## Exercise description
For each line below, check whether "transform" is present. Report how many lines have it, nothing else.

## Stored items
= Beginning of Section =

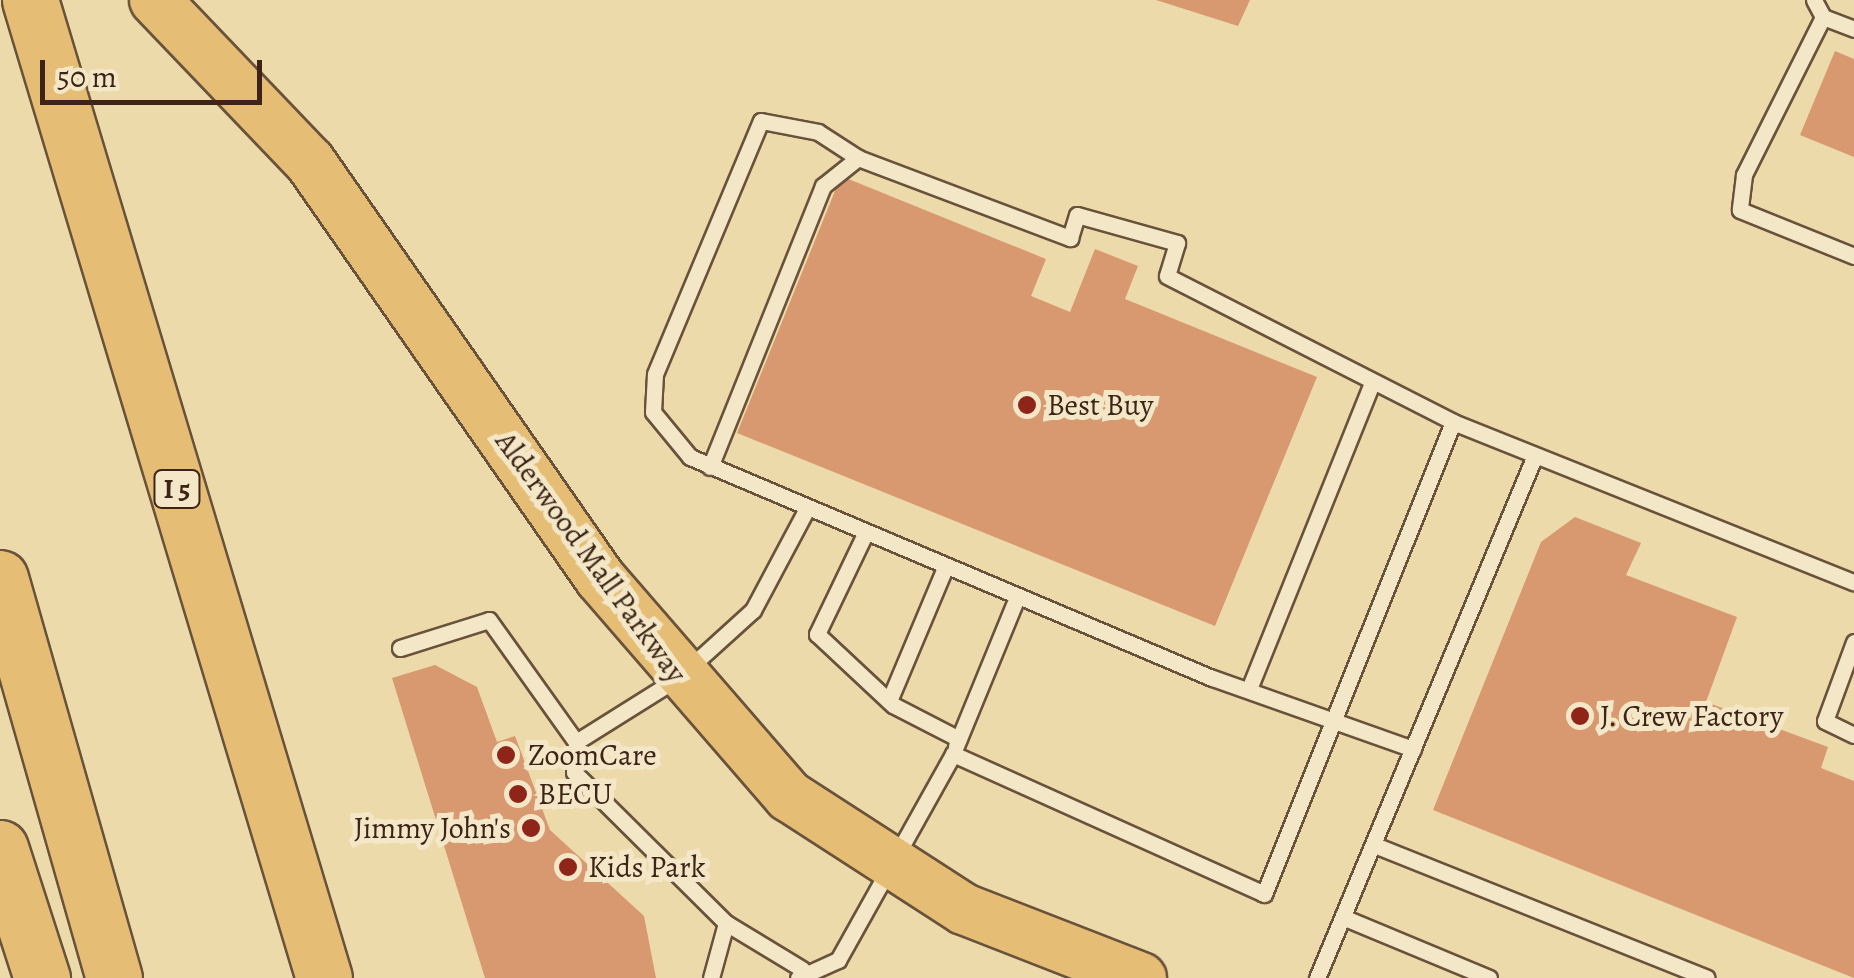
<!DOCTYPE html>
<html>
<head>
<meta charset="utf-8">
<style>
	body { margin:0 }
	#map { position:relative; width:1854px; height:978px; overflow:hidden; background:#eddaaa; font-family:Alegreya,serif }
	div>[style] { position:absolute }
	.building>* { inset:0; background:#d89870 }
	.roads { filter:drop-shadow(2px 0 #69523b) drop-shadow(-2px 0 #69523b) drop-shadow(0 2px #69523b) drop-shadow(0 -2px #69523b) }
	.lane>* { height:15px; margin:-7.5px; padding:0 7.5px; transform-origin:7.5px; border-radius:7.5px; background:#f3e7c8 }
	.primary>* { height:50px; margin:-25px; padding:0 25px; transform-origin:25px; border-radius:25px; background:#e6bd75 }
	.highway>* { height:55px; margin:-27.5px; padding:0 27.5px; transform-origin:27.5px; border-radius:27.5px; background:#e6bd75 }
	.dots>* { width:28px; height:28px; translate:-50% -50%; box-sizing:border-box; border:5px solid #f3e7c8; border-radius:50% }
	span { translate:-50% -50%; white-space:nowrap; text-align:center; line-height:1.15; -webkit-text-stroke:10px #f3e7c8; paint-order:stroke }
	.shield-label span { padding:2px 8px; background:#f3e7c8; border:2px solid; border-radius:8px; -webkit-text-stroke-width:0 }
	.shield-label { font-size:28px; color:#3d2416; font-weight:700 }
	.poi-label { font-size:30px; color:#3d2416 }
	.left { translate:0 -50%; text-align:left }
	.right { translate:-100% -50%; text-align:right }
	.street-label { font-size:30px; color:#3d2416 }
	.scale { position:absolute; left:40px; top:60px; width:222px; height:45px; box-sizing:border-box; border:5px solid #3d2416; border-top:0; padding-left:12px; font-size:30px; line-height:35px; white-space:nowrap; color:#3d2416; -webkit-text-stroke:8px #f3e7c8; paint-order:stroke }
</style>
</head>
<body>
<div id="map">
	<div class="building">
		<i style="clip-path:polygon(1156px 0,1250px 0,1238px 26px)"></i>
		<i style="clip-path:polygon(1835px 51px,1854px 59px,1854px 157px,1800px 135px)"></i>
		<i style="clip-path:polygon(841px 176px,1046px 259px,1031px 296px,1070px 312px,1095px 249px,1138px 266px,1125px 299px,1317px 377px,1215px 626px,737px 433px)"></i>
		<i style="clip-path:polygon(1575px 517px,1641px 543px,1626px 575px,1737px 617px,1706px 702px,1828px 747px,1821px 768px,1854px 781px,1854px 978px,1433px 810px,1541px 542px)"></i>
		<i style="clip-path:polygon(435px 665px,477px 687px,497px 742px,515px 736px,550px 830px,644px 916px,656px 978px,485px 978px,392px 678px)"></i>
	</div>
	<div class="roads">
		<div class="lane">
			<i style="left:1814px;top:0;width:19px;rotate:62deg"></i>
			<i style="left:1823px;top:17px;width:33px;rotate:21deg"></i>
			<i style="left:1823px;top:17px;width:177px;rotate:116.6deg"></i>
			<i style="left:1744px;top:175px;width:35px;rotate:97deg"></i>
			<i style="left:1740px;top:210px;width:123px;rotate:22deg"></i>
			<i style="left:710px;top:467px;width:303px;rotate:-68.1deg"></i>
			<i style="left:823px;top:186px;width:45px;rotate:-38.7deg"></i>
			<i style="left:864px;top:536px;width:109px;rotate:115.6deg"></i>
			<i style="left:817px;top:634px;width:104px;rotate:43.1deg"></i>
			<i style="left:893px;top:705px;width:74px;rotate:27.3deg"></i>
			<i style="left:1854px;top:642px;width:84px;rotate:110.2deg"></i>
			<i style="left:1825px;top:721px;width:32px;rotate:26deg"></i>
			<i style="left:400px;top:648px;width:93px;rotate:-17.5deg"></i>
			<i style="left:489px;top:620px;width:150px;rotate:54.5deg"></i>
			<i style="left:1249px;top:689px;width:327px;rotate:-68.1deg"></i>
			<i style="left:889px;top:701px;width:144px;rotate:-67.2deg"></i>
			<i style="left:956px;top:746px;width:161px;rotate:-67.7deg"></i>
			<i style="left:1413px;top:749px;width:213px;rotate:-160.5deg"></i>
			<i style="left:1212px;top:678px;width:567px;rotate:-157.05deg"></i>
			<i style="left:690px;top:457px;width:58px;rotate:-129.4deg"></i>
			<i style="left:653px;top:412px;width:38px;rotate:-87deg"></i>
			<i style="left:655px;top:374px;width:274px;rotate:-67.3deg"></i>
			<i style="left:761px;top:121px;width:58px;rotate:10.9deg"></i>
			<i style="left:818px;top:132px;width:48px;rotate:33deg"></i>
			<i style="left:858px;top:158px;width:227px;rotate:20.7deg"></i>
			<i style="left:1070px;top:238px;width:24px;rotate:-73deg"></i>
			<i style="left:1077px;top:215px;width:104px;rotate:15.6deg"></i>
			<i style="left:1177px;top:243px;width:34px;rotate:107deg"></i>
			<i style="left:1167px;top:276px;width:321px;rotate:27deg"></i>
			<i style="left:1377px;top:846px;width:355px;rotate:21.8deg"></i>
			<i style="left:1345px;top:918px;width:156px;rotate:22.6deg"></i>
			<i style="left:726px;top:923px;width:89px;rotate:31.2deg"></i>
			<i style="left:711px;top:978px;width:57px;rotate:-74.7deg"></i>
			<i style="left:726px;top:923px;width:214px;rotate:-135.2deg"></i>
			<i style="left:574px;top:772px;width:30px;rotate:-86deg"></i>
			<i style="left:576px;top:742px;width:120px;rotate:-32.1deg"></i>
			<i style="left:678px;top:678px;width:101px;rotate:-42.2deg"></i>
			<i style="left:753px;top:610px;width:111px;rotate:-62deg"></i>
			<i style="left:798px;top:978px;width:44px;rotate:-24.2deg"></i>
			<i style="left:838px;top:960px;width:236px;rotate:-60.8deg"></i>
			<i style="left:953px;top:754px;width:341px;rotate:24.2deg"></i>
			<i style="left:1264px;top:894px;width:508px;rotate:-68.18deg"></i>
			<i style="left:1453px;top:422px;width:432px;rotate:21.8deg"></i>
			<i style="left:1317px;top:978px;width:561px;rotate:-67.36deg"></i>
		</div>
		<div class="primary">
			<i style="left:155px;top:0;width:224px;rotate:46.3deg"></i>
			<i style="left:310px;top:162px;width:507px;rotate:55.12deg"></i>
			<i style="left:600px;top:578px;width:289px;rotate:49.1deg"></i>
			<i style="left:789px;top:796px;width:208px;rotate:32.9deg"></i>
			<i style="left:964px;top:909px;width:190px;rotate:21.3deg"></i>
		</div>
		<div class="highway">
			<i style="left:30px;top:0;width:1021px;rotate:73.27deg"></i>
			<i style="left:0;top:578px;width:416px;rotate:74.1deg"></i>
			<i style="left:0;top:848px;width:137px;rotate:72.1deg"></i>
		</div>
	</div>
	<div class="dots">
		<i style="left:1027px;top:405px;background:#8f2418"></i>
		<i style="left:1580px;top:716px;background:#8f2418"></i>
		<i style="left:506px;top:755px;background:#8f2418"></i>
		<i style="left:518px;top:794px;background:#8f2418"></i>
		<i style="left:531px;top:828px;background:#8f2418"></i>
		<i style="left:568px;top:867px;background:#8f2418"></i>
	</div>
	<div class="shield-label">
		<span style="left:177px;top:489px">I 5</span>
	</div>
	<div class="poi-label">
		<span class="left" style="left:1047px;top:405px">Best Buy</span>
		<span class="left" style="left:1600px;top:716px">J. Crew Factory</span>
		<span class="left" style="left:528px;top:755px">ZoomCare</span>
		<span class="left" style="left:538px;top:794px">BECU</span>
		<span class="right" style="left:511px;top:828px">Jimmy John's</span>
		<span class="left" style="left:588px;top:867px">Kids Park</span>
	</div>
	<div class="street-label">
		<span style="left:591px;top:557px;rotate:54deg">Alderwood Mall Parkway</span>
	</div>
	<div class="scale">50 m</div>
</div>
</body>
</html>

= End of Section =

## Result of the task
3